How many rounds is persistent damage expected to last?

Question

If you do not spend any actions to deal with it, persistent damage ends if you succeed on a DC 15 flat check.

What is the expected duration? (as calculated from the chance of ending it)

Answer 1

3+1/3 turns

On your first turn, you always take damage (\$p=1\$). The probability of failing a DC 15 flat check is \$0.7\$. So on any turn after the first, you have \$0.7\$ chance of taking damage, if you took damage the last turn.
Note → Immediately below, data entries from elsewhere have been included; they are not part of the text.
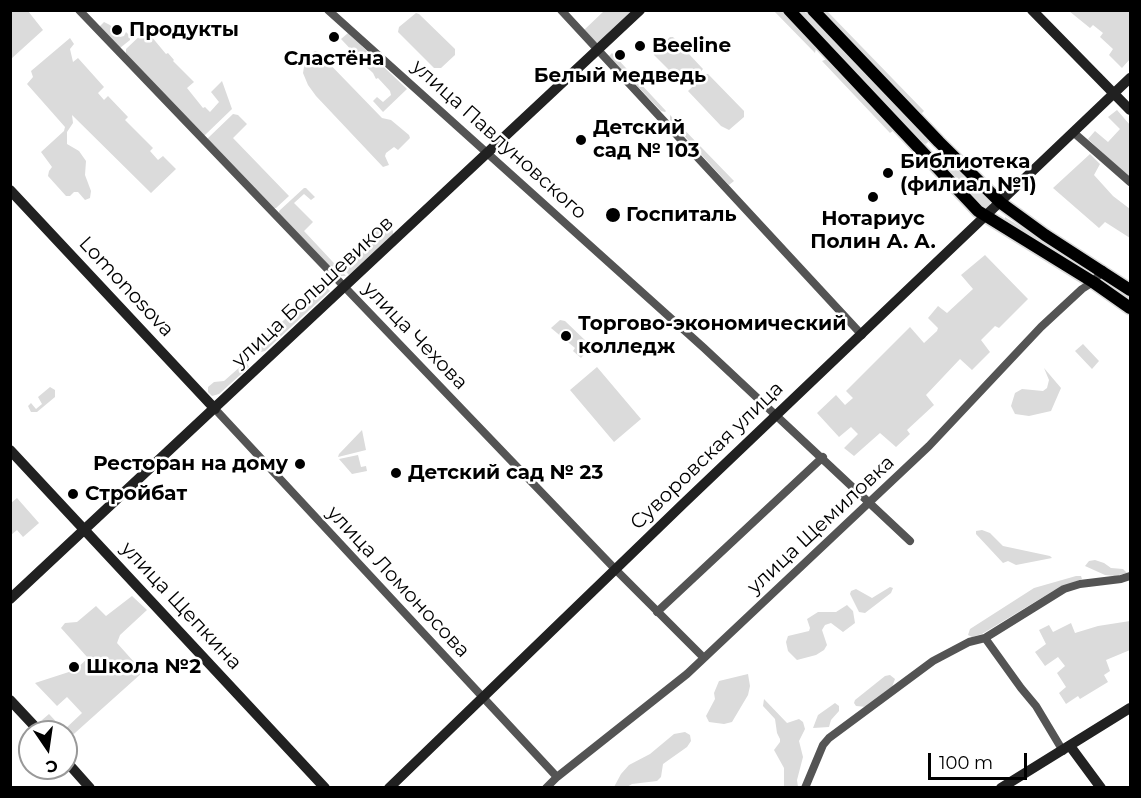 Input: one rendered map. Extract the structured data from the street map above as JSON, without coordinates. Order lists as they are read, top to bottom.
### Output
{
  "streets": {
    "street": [
      "улица Павлуновского",
      "Lomonosova",
      "улица Большевиков",
      "улица Чехова",
      "Суворовская улица",
      "улица Щемиловка",
      "улица Ломоносова",
      "улица Щепкина"
    ]
  },
  "crossings": [
    ["улица Павлуновского", "улица Большевиков"],
    ["улица Павлуновского", "Суворовская улица"],
    ["улица Павлуновского", "улица Щемиловка"],
    ["Lomonosova", "улица Большевиков"],
    ["Lomonosova", "улица Ломоносова"],
    ["улица Большевиков", "улица Чехова"],
    ["улица Большевиков", "улица Ломоносова"],
    ["улица Большевиков", "улица Щепкина"],
    ["улица Чехова", "Суворовская улица"],
    ["улица Чехова", "улица Щемиловка"],
    ["Суворовская улица", "улица Ломоносова"],
    ["улица Щемиловка", "улица Ломоносова"]
  ],
  "places": [
    "Продукты",
    "Сластёна",
    "Beeline",
    "Белый медведь",
    "Детский сад № 103",
    "Библиотека (филиал №1)",
    "Нотариус Полин А. А.",
    "Госпиталь",
    "Торгово-экономический колледж",
    "Ресторан на дому",
    "Детский сад № 23",
    "Стройбат",
    "Школа №2"
  ],
  "scale_bar": "100 m",
  "north": "bottom"
} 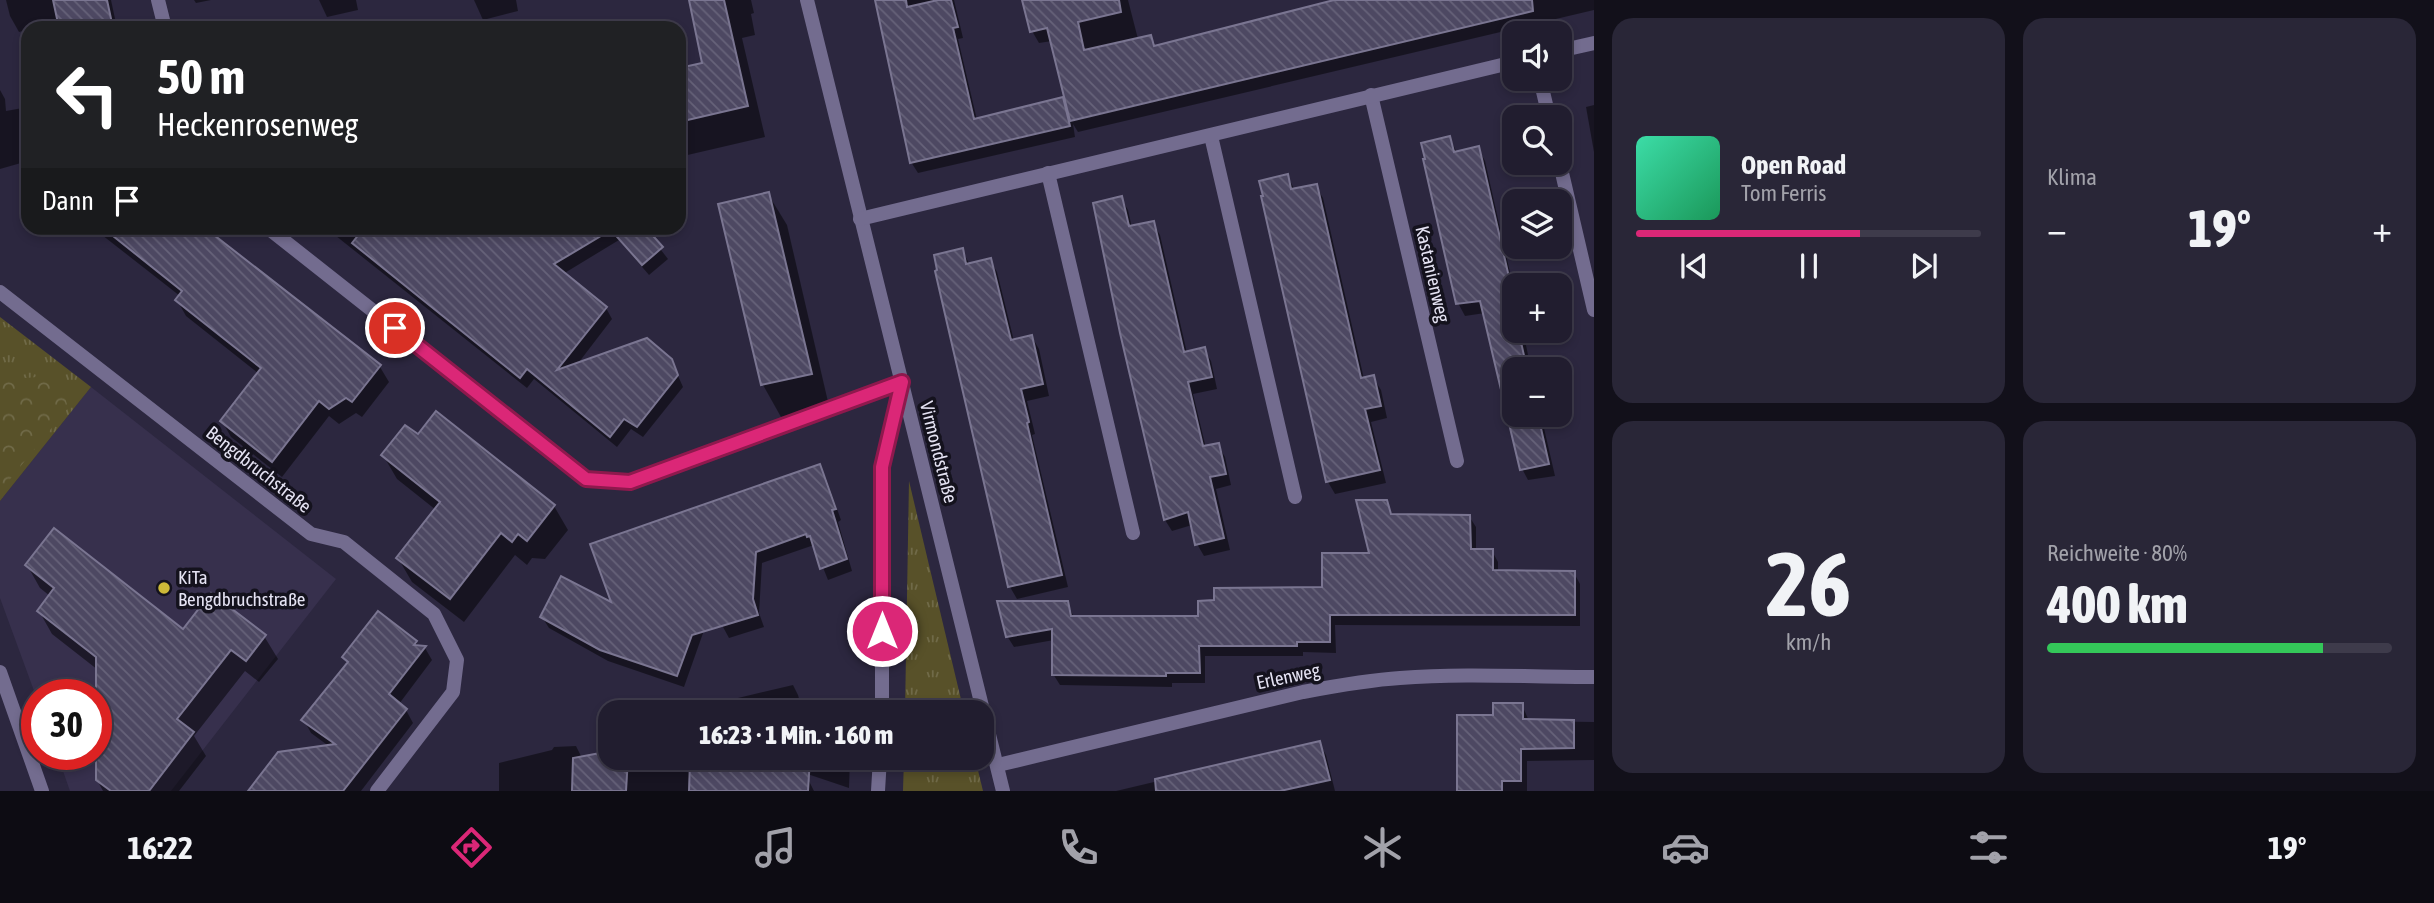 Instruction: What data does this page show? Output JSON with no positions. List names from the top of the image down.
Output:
{
  "streets": {
    "street": [
      "Kastanienweg",
      "Virmondstraße",
      "Bengdbruchstraße",
      "Erlenweg"
    ]
  },
  "crossings": [
    ["Virmondstraße", "Erlenweg"]
  ],
  "places": ["KiTa Bengdbruchstraße"],
  "page": {
    "tile": [
      "Klima",
      ["26", "km/h"],
      ["Reichweite · 80%", "400 km"]
    ],
    "map_buttons": ["+", "−"],
    "turn": ["50 m", "Heckenrosenweg"],
    "song": ["Open Road", "Tom Ferris"],
    "then": "Dann",
    "heat": ["−", "19°", "+"],
    "limit": "30",
    "trip": "16:23 · 1 Min. · 160 m",
    "tabs": ["16:22", "19°"]
  }
} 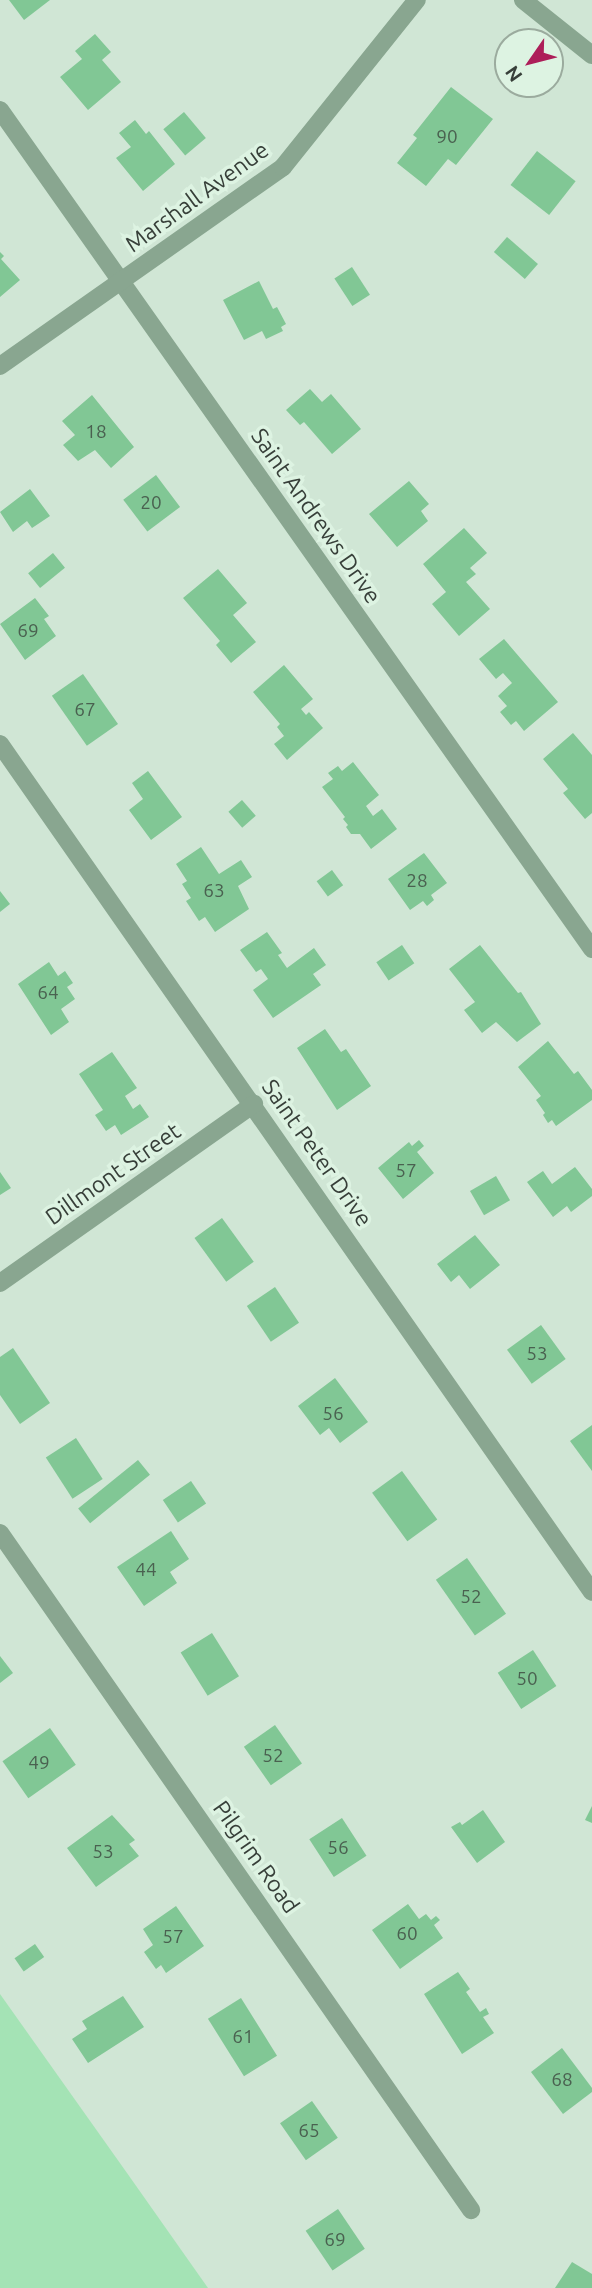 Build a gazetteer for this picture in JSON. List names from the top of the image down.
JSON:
{
  "streets": {
    "street": [
      "Marshall Avenue",
      "Saint Andrews Drive",
      "Saint Peter Drive",
      "Dillmont Street",
      "Pilgrim Road"
    ]
  },
  "crossings": [
    ["Marshall Avenue", "Saint Andrews Drive"],
    ["Saint Peter Drive", "Dillmont Street"]
  ],
  "house_numbers": [
    "90",
    "18",
    "20",
    "69",
    "67",
    "28",
    "63",
    "64",
    "57",
    "53",
    "56",
    "44",
    "52",
    "50",
    "52",
    "49",
    "56",
    "53",
    "60",
    "57",
    "61",
    "68",
    "65",
    "69"
  ],
  "north": "bottom left"
} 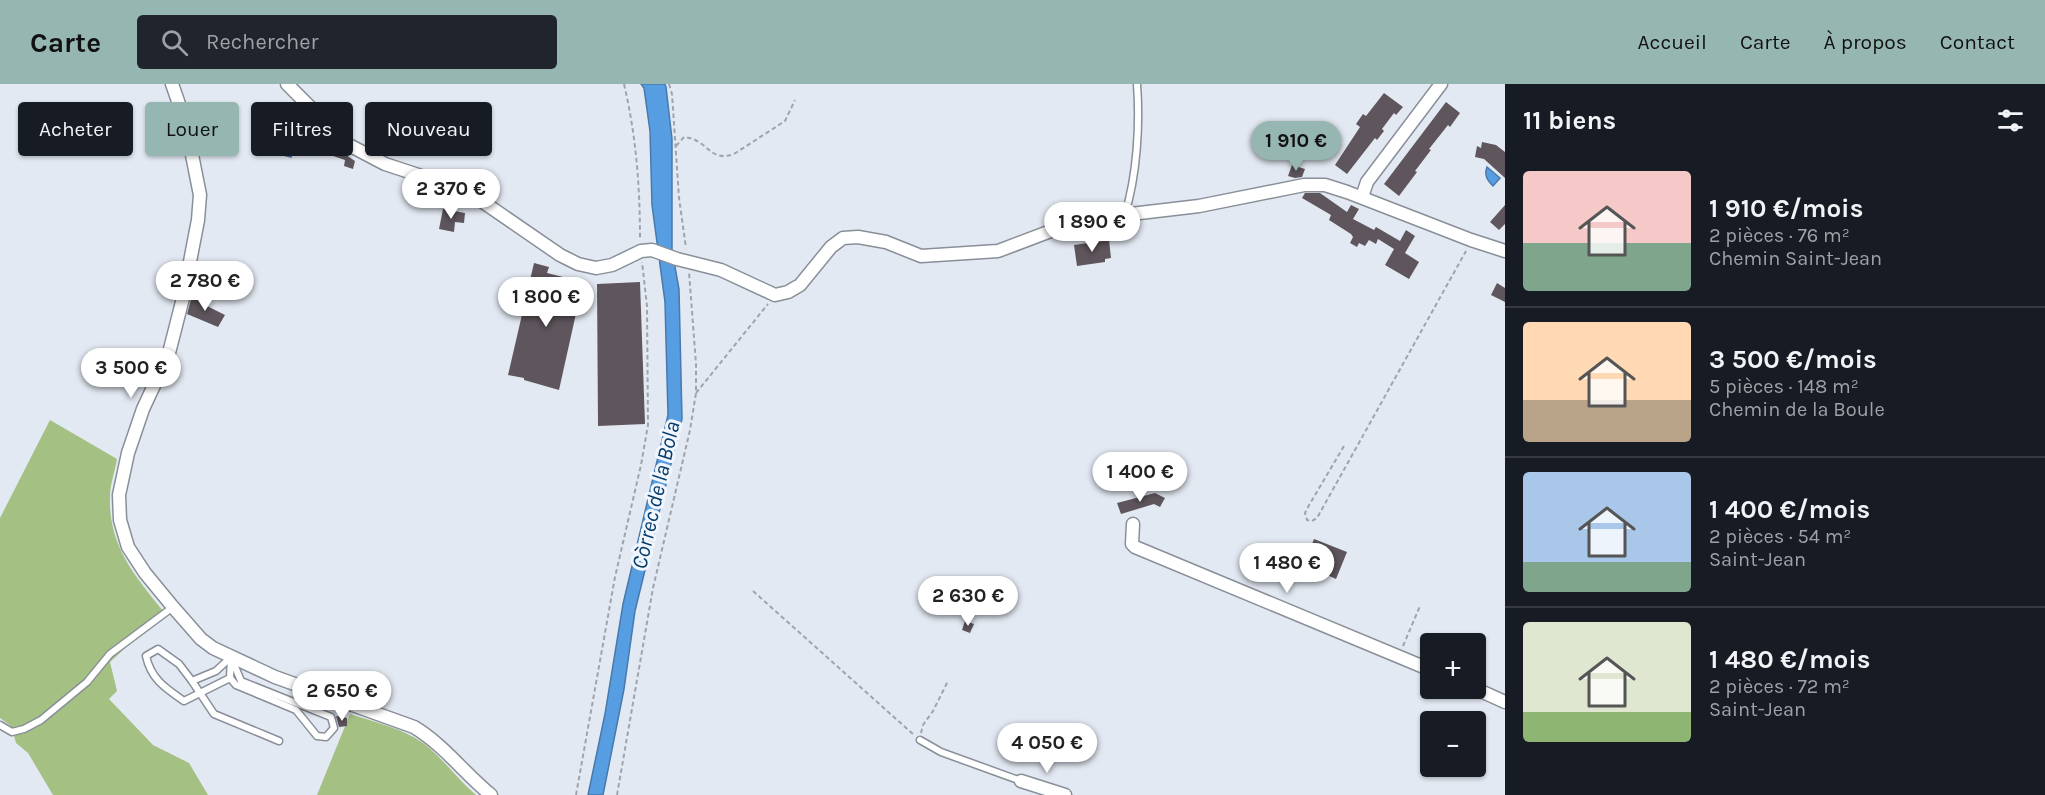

So that makes the overall expected value:

$$S = 1 + 0.7 + 0.7^2 + 0.7^3 + … \text{(ad infinitum)}$$

An easy way to calculate that is to observe that:

$$S \times 0.7 = 0.7 + 0.7^2 + 0.7^3 + 0.7^4 + … = S - 1,$$

from which (by subtracting \$S\$ from both sides and multiplying by \$-1\$) we get:

$$S \times 0.3 = S \times \frac{3}{10} = 1$$

and thus:

$$S = \frac{10}{3} = 3 + \frac13.$$

Answer 2

3.333 rounds

Based on geometric distribution, the average number is 1/p, where p the chance of success.

You have 30% chance to succeed on a DC 15 flat check (6 in 20). So you have to try 20/6 times on average to succeed, 3.333 rounds.

You do not take the next damage when you succeed, so we we need to subtract 1, but we also add 1 as you take damage even before the first check.